### Brief
Please return only the lines from the one holding "margin:0; font-size:23px; white-space:nowrap;" through the one holding "flex:none; width:38px; height:38px;", exactly as they appear in the records below, both ends included.

### Exercise materials
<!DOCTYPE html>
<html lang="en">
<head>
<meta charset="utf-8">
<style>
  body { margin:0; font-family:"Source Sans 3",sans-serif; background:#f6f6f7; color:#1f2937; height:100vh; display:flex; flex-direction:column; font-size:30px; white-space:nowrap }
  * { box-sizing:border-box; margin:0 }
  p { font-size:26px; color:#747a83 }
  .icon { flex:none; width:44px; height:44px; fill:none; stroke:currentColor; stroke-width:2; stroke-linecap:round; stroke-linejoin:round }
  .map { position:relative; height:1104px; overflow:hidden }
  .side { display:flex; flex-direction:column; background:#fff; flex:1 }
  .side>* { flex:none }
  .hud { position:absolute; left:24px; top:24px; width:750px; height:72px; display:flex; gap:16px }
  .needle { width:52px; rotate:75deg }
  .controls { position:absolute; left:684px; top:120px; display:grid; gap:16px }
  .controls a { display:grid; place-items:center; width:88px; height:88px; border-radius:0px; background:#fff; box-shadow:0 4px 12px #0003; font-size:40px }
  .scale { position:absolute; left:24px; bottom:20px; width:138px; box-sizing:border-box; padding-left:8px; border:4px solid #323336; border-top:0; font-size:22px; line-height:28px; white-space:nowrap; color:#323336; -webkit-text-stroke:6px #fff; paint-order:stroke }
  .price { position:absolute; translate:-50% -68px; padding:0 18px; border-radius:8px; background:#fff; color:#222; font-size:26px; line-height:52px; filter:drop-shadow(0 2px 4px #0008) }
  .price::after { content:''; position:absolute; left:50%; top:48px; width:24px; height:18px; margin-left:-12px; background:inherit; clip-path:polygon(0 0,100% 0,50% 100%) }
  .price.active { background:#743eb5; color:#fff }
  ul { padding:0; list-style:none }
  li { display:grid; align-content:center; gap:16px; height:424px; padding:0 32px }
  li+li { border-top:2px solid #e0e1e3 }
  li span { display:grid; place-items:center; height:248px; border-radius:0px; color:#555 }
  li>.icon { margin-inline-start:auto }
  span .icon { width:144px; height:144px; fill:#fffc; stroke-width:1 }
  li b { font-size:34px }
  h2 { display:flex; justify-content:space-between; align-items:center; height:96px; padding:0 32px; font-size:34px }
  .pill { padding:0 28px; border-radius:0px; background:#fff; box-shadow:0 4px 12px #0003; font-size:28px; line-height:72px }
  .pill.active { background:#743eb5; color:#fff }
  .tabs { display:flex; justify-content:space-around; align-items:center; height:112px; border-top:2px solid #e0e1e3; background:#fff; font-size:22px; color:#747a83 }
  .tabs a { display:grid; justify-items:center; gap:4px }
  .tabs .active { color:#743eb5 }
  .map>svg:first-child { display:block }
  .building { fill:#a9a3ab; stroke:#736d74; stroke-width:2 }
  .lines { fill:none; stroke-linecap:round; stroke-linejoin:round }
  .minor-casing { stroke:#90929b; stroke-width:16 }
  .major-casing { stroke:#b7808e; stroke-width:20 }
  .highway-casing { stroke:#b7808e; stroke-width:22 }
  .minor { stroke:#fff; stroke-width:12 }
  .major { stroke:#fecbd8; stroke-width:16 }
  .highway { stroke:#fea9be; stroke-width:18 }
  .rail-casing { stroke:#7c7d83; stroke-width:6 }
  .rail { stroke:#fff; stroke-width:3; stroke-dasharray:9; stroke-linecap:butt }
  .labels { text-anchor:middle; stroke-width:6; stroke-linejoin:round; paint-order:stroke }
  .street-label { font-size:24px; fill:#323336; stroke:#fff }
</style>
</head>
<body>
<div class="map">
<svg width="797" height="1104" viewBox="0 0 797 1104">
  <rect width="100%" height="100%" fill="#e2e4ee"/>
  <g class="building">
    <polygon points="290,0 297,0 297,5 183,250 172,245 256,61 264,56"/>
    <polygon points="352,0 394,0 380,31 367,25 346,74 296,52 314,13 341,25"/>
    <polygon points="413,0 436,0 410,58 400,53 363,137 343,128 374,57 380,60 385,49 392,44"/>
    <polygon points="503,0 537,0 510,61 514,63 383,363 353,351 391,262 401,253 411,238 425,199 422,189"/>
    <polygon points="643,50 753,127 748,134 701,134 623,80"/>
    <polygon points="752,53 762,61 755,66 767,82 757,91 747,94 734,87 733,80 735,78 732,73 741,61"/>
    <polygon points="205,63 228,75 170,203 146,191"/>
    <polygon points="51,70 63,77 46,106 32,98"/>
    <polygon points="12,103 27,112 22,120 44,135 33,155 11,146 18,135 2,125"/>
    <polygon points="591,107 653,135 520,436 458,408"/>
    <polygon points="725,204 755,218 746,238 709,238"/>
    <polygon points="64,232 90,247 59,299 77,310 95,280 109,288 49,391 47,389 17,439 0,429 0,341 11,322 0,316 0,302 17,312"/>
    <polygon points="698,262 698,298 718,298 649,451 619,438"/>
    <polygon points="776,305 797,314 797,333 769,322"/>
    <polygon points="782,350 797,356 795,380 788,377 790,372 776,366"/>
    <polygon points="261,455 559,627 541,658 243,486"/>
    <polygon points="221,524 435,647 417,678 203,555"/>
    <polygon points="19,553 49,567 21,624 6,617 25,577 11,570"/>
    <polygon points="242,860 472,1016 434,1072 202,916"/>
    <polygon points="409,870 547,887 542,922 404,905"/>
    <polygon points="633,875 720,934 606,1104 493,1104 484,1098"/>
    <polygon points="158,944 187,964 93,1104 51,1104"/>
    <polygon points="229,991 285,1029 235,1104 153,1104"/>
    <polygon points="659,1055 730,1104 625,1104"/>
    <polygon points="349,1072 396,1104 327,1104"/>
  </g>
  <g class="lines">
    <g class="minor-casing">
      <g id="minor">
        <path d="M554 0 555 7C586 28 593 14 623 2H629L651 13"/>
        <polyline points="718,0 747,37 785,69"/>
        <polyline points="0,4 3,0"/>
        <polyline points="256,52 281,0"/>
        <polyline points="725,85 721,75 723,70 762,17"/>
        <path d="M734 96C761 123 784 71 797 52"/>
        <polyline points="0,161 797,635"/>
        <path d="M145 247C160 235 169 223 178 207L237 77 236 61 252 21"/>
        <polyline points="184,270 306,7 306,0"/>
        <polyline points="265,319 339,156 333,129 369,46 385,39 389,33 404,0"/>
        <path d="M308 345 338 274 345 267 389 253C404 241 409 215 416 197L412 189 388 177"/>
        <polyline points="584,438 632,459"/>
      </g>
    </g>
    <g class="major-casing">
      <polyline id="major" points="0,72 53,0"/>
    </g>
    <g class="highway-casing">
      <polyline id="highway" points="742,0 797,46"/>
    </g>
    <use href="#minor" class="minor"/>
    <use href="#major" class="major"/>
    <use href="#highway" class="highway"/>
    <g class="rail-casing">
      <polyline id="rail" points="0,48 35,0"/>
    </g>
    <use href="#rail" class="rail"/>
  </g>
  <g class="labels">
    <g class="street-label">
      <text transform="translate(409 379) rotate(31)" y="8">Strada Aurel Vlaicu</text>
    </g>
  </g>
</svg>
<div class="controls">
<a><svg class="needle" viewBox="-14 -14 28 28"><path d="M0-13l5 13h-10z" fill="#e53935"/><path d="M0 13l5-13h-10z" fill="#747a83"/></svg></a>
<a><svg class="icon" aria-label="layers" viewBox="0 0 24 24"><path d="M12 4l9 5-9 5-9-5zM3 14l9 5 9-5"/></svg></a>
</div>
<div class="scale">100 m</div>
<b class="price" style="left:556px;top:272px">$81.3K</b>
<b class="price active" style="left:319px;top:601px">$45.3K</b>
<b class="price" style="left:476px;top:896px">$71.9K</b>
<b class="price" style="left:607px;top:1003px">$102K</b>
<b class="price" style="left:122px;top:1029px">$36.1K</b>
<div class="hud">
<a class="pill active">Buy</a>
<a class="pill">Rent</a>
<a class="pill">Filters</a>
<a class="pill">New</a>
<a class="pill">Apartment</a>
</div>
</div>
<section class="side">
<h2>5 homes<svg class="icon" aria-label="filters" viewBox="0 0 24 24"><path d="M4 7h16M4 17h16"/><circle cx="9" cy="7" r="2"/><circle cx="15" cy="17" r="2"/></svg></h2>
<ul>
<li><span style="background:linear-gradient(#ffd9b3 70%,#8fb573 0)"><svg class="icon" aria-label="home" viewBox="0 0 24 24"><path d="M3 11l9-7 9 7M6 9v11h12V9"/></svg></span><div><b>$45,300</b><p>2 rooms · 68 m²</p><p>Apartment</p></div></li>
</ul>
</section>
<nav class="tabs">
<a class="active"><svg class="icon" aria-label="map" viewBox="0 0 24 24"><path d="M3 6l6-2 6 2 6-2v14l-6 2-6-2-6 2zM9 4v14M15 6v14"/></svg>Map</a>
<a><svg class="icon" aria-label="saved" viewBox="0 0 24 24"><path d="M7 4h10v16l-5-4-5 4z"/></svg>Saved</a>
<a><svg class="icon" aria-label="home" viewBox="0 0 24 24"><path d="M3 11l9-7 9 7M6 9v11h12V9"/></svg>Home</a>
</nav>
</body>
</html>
* * *
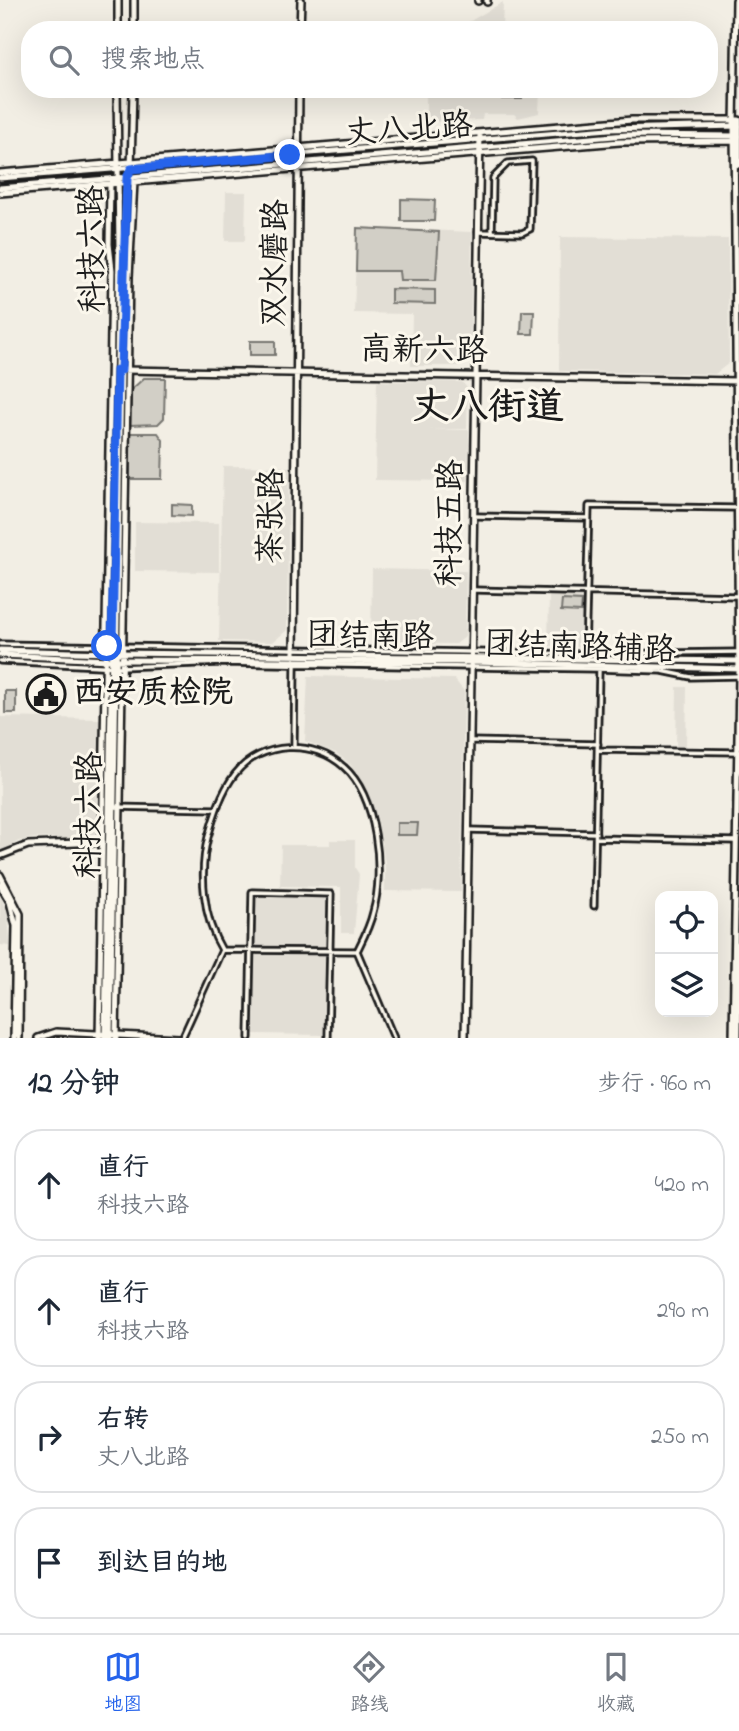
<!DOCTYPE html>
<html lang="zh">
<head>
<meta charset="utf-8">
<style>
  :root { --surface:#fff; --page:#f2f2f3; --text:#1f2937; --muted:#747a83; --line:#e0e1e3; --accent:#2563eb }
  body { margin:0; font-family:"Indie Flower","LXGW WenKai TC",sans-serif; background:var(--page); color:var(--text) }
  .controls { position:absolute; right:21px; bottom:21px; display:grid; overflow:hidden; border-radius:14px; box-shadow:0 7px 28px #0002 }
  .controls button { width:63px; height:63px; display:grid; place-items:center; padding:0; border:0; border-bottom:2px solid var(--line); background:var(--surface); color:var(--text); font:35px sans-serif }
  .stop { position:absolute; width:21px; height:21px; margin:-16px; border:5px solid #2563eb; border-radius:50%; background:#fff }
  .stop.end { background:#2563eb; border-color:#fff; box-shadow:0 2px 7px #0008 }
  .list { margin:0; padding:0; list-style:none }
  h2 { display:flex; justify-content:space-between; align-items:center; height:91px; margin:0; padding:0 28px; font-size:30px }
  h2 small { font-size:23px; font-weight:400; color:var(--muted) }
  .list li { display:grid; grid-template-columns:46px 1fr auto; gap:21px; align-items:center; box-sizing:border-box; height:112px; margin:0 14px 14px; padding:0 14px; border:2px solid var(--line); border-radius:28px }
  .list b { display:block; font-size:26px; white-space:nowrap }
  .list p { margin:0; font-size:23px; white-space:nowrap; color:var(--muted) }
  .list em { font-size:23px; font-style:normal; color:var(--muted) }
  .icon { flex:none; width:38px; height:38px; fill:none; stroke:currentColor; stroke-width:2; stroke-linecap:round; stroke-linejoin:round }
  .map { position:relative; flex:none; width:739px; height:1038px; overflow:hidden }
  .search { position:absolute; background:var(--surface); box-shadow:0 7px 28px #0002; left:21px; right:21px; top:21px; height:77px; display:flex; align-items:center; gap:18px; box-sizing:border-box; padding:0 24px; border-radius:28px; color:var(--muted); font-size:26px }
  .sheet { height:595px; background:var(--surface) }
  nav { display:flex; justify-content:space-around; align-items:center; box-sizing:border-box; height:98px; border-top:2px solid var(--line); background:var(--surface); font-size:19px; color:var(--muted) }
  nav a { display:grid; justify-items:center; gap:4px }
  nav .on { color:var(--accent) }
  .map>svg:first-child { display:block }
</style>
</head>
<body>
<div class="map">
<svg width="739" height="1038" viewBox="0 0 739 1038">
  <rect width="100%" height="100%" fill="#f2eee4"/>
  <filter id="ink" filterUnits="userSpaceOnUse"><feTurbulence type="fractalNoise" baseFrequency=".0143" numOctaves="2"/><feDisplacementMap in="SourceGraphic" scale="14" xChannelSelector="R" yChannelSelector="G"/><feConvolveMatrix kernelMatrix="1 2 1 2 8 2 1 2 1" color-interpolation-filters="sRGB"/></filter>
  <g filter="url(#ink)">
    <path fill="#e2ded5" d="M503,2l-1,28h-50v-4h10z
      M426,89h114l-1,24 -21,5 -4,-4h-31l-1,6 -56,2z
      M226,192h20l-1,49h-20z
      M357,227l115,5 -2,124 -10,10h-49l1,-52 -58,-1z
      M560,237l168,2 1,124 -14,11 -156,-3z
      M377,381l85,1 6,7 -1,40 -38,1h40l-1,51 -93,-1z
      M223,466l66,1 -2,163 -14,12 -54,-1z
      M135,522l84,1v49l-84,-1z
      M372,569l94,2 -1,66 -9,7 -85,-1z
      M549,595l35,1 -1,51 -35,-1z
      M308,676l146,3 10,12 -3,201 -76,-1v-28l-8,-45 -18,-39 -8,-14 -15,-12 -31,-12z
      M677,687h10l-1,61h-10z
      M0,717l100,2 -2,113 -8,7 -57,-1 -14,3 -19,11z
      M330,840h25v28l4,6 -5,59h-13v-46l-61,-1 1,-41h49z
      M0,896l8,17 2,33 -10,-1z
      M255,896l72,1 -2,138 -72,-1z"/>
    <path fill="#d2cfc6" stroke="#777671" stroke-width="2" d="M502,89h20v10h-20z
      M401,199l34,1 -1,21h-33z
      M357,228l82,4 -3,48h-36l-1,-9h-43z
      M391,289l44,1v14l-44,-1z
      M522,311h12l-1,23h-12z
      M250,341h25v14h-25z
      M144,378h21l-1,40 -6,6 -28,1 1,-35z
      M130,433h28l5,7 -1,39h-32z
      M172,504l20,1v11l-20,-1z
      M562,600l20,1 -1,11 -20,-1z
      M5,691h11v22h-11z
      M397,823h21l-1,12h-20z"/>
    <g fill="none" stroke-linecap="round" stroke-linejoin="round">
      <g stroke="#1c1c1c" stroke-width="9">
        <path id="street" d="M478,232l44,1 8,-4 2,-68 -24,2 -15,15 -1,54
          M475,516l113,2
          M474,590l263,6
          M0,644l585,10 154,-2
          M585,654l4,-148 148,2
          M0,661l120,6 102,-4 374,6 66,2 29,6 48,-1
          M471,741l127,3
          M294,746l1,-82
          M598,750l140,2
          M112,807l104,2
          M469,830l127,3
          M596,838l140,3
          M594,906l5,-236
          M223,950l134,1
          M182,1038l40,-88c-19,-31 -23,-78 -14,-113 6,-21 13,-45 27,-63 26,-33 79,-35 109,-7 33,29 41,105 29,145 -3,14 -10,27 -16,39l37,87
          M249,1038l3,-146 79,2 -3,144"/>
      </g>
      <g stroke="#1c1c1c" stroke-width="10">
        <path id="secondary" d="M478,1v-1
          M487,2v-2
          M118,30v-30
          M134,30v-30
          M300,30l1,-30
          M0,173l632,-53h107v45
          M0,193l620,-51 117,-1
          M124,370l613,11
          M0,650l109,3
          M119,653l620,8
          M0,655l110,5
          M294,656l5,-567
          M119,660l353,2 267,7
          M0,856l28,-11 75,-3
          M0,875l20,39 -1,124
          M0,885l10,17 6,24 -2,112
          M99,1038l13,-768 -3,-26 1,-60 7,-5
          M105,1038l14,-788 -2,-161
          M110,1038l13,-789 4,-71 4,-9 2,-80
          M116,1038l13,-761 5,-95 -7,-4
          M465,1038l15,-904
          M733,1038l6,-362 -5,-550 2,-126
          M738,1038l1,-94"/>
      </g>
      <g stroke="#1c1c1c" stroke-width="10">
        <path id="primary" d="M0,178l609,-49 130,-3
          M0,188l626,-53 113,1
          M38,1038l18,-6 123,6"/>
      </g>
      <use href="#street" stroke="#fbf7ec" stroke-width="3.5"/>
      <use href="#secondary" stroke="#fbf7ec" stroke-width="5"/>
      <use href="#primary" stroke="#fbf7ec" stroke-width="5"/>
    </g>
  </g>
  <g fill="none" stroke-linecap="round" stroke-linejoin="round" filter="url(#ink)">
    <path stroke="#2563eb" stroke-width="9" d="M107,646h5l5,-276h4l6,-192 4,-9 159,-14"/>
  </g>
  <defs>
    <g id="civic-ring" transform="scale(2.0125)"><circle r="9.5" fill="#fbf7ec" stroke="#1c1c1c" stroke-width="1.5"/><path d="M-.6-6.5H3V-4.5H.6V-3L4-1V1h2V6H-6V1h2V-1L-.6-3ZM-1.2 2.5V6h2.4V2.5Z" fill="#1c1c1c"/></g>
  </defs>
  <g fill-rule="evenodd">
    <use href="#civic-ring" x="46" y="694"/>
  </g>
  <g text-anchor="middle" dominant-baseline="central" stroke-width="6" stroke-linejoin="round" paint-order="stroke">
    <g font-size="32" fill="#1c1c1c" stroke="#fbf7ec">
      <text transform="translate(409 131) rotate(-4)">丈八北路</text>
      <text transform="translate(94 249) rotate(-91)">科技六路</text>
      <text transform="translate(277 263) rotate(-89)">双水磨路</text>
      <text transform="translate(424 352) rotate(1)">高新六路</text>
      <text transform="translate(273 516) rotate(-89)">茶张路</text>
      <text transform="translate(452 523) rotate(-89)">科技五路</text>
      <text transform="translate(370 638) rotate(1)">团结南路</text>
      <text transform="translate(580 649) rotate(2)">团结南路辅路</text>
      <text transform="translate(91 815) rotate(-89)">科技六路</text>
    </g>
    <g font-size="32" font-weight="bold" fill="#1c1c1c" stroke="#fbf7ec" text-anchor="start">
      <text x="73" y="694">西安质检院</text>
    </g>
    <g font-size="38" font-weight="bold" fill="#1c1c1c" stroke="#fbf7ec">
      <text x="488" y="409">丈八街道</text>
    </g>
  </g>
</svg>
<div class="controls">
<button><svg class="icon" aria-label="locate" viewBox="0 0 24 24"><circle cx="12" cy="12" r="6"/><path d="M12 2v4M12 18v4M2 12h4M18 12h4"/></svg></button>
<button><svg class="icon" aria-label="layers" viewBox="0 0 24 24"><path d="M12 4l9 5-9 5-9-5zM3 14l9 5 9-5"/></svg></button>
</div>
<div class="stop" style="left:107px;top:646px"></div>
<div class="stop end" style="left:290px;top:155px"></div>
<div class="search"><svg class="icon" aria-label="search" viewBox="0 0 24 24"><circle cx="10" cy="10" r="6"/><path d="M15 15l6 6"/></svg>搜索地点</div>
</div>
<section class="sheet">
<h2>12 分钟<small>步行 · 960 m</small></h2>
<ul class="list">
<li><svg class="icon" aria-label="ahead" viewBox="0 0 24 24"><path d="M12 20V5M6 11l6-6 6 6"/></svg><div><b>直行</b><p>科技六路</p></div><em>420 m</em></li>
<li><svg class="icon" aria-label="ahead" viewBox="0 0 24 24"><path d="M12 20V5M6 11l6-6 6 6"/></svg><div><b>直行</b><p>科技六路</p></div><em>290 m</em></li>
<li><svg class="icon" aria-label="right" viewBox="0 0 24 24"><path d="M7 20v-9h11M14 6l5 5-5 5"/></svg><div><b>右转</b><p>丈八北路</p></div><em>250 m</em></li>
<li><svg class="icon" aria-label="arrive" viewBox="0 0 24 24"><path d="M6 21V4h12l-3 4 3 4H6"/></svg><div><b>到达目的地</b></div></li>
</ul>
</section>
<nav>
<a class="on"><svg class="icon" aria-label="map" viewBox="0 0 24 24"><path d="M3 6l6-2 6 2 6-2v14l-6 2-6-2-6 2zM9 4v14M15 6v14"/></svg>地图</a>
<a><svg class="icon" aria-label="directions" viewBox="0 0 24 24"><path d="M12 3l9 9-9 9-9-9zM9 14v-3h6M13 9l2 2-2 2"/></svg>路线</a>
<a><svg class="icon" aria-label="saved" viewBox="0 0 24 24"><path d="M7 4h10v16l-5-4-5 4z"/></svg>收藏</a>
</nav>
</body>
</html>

### Your response
  .list p { margin:0; font-size:23px; white-space:nowrap; color:var(--muted) }
  .list em { font-size:23px; font-style:normal; color:var(--muted) }
  .icon { flex:none; width:38px; height:38px; fill:none; stroke:currentColor; stroke-width:2; stroke-linecap:round; stroke-linejoin:round }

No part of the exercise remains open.